• _Exercise description_
What is needed here is every line of the records that includes "from".

• _Information given_

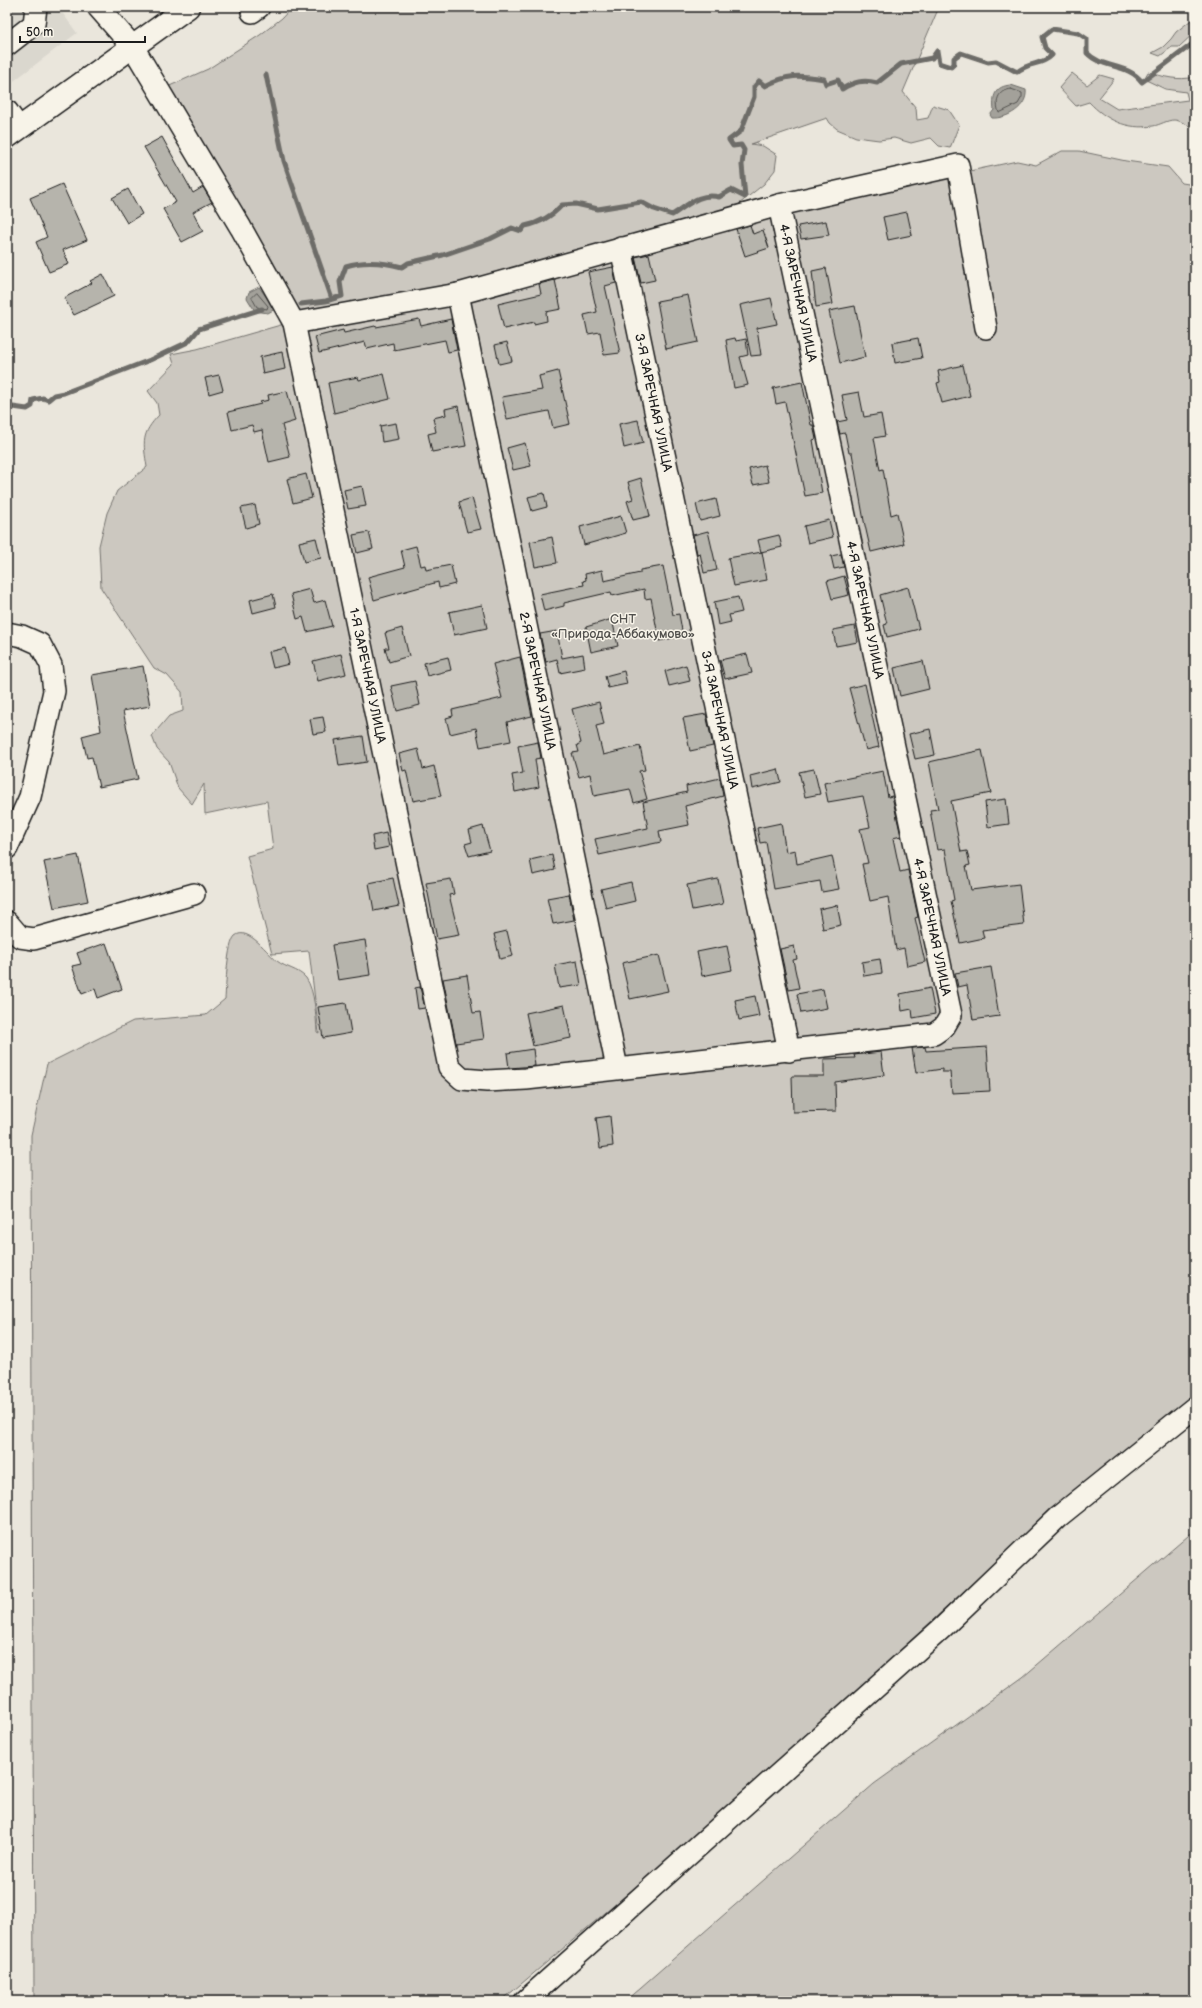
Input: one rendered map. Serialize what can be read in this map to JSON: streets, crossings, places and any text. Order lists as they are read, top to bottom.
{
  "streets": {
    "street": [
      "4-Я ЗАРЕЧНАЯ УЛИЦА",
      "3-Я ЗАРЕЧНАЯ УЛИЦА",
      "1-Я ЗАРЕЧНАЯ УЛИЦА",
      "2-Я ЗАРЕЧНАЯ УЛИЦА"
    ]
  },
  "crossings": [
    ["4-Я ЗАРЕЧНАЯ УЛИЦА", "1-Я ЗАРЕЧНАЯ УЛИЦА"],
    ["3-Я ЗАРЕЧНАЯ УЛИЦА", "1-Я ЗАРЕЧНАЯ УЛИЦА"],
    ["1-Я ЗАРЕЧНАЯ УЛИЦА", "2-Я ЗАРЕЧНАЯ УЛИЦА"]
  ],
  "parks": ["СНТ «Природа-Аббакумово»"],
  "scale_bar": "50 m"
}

---

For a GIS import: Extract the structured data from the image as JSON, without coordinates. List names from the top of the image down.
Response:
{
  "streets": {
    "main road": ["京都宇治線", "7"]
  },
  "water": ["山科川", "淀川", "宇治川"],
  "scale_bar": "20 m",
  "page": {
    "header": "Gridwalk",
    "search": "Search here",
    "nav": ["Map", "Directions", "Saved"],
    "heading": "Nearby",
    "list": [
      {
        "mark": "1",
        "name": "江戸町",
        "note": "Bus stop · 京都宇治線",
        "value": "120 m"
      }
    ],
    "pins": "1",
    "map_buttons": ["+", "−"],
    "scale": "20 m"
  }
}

...

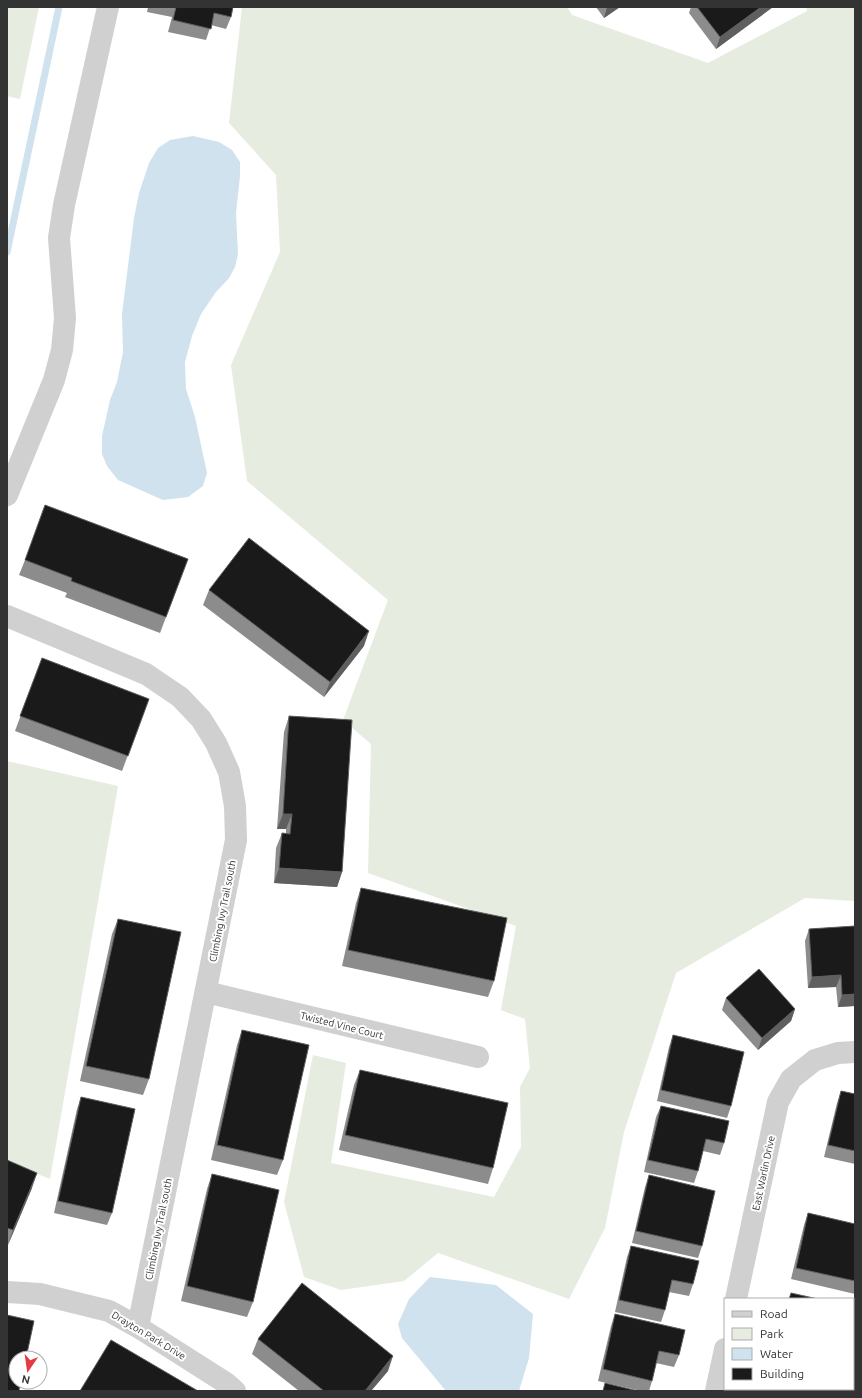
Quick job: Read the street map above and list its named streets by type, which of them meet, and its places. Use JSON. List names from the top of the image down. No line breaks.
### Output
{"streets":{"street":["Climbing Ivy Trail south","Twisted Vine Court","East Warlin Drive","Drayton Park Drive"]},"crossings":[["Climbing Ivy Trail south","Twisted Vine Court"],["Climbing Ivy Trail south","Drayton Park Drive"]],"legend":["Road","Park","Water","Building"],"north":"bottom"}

• _Output of the exercise_
For a GIS import: Extract the structured data from the image as JSON, without coordinates. List names from the top of the image down.
Quick job: Read the street map above and list its named streets by type, which of them meet, and its places. Use JSON. List names from the top of the image down. No line breaks.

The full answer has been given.